You would think so! :-)

But obviously, you'd be wrong if you've been paying any attention to
slashdot for the past few years.  Monseto (spelling?) has been trying to
patent genes, splicing them into plants, and selling plants *under
license*.  As a farmer, you are NOT allowed to follow the several
millennium-old practice of *saving the seeds from the previous years
crop to use in the following year*.  When using genetically-engineered
seeds, anyway.

Of course, nature knows nothing of patents, so the
genetically-engineered plants cross-pollinate with other plants in the
surrounding area, thus violating the patent.  And wind can spread the
seeds onto surrounding fields, causing *others* to violate the patent.

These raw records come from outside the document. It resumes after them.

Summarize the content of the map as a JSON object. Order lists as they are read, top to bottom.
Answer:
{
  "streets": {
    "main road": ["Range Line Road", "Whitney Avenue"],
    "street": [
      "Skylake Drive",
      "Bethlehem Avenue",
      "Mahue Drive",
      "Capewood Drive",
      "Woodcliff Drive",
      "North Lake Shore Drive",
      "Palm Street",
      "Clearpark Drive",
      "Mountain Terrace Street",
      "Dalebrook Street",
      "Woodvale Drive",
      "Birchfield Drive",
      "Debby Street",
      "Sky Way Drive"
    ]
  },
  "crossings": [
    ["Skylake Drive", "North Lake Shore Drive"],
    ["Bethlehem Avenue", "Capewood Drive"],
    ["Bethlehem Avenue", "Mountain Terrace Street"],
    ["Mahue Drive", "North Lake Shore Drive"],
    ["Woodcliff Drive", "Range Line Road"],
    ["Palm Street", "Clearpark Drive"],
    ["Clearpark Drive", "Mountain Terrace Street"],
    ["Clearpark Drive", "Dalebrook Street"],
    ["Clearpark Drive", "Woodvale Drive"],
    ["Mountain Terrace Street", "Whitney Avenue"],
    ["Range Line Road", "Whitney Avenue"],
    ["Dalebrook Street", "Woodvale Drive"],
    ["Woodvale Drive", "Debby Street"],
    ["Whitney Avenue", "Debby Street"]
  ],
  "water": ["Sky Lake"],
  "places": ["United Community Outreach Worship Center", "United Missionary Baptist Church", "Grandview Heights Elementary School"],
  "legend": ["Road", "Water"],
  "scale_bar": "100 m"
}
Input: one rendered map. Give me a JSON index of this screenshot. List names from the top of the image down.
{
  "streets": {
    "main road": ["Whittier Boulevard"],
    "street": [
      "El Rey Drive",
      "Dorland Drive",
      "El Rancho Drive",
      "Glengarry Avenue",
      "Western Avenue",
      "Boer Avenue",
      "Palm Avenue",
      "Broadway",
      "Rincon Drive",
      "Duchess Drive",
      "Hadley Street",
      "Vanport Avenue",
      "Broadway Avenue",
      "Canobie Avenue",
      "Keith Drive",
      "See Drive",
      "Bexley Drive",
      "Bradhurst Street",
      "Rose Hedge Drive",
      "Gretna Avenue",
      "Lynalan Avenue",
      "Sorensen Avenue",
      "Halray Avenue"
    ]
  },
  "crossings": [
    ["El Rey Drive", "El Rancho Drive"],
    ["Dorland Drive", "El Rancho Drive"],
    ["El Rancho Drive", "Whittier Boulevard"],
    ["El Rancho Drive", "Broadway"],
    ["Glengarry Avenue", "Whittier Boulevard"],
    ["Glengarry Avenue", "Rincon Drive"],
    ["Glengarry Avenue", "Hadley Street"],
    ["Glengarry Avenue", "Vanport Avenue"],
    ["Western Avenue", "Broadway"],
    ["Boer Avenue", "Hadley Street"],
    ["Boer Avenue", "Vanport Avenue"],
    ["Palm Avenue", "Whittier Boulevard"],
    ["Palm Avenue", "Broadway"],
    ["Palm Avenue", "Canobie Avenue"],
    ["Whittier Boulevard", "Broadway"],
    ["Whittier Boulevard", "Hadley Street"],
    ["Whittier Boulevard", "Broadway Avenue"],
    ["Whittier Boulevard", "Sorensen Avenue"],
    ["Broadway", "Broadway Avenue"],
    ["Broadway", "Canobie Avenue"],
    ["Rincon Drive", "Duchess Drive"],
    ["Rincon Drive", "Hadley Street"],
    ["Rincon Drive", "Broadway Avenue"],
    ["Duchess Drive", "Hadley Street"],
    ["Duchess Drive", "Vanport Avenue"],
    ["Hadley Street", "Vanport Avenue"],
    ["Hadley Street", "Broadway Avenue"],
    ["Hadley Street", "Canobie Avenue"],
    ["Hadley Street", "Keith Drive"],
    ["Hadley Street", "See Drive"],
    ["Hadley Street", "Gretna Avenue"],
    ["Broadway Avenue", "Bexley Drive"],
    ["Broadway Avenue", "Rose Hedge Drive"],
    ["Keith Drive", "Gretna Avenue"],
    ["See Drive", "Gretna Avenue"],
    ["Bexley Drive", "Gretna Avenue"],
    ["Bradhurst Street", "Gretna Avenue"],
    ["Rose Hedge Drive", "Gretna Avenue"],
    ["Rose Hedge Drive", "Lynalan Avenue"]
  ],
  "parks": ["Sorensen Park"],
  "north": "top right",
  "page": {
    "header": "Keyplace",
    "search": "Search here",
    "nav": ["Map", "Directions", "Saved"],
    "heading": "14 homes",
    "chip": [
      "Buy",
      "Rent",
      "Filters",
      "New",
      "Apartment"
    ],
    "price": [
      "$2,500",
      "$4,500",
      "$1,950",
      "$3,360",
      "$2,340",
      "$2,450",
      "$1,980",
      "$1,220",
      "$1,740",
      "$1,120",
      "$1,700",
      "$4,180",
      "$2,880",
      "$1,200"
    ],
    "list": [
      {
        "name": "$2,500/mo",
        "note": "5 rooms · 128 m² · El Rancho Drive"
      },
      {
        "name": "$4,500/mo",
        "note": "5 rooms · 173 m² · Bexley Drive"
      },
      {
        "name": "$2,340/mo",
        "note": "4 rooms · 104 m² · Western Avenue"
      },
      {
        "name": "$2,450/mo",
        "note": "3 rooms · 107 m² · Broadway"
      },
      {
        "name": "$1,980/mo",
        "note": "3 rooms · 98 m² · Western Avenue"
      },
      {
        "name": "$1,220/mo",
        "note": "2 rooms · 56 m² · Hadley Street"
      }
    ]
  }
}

There has been a suite over this in Canada a few years ago, though I'm
not sure how it ended (or even if it has).

So growing plants isn't a safe practice anymore, either.

And as for pigs, big-business seems to have taken over, leading to
numerous environmental effects (giant shit-holes, horrible smell, etc.),
and there is little room for individual farmers anymore.  60-Minutes has
covered stores about this.

Though that's true for most farming now anyway.  The individual farmer
can't make a living anymore; it's all big-business.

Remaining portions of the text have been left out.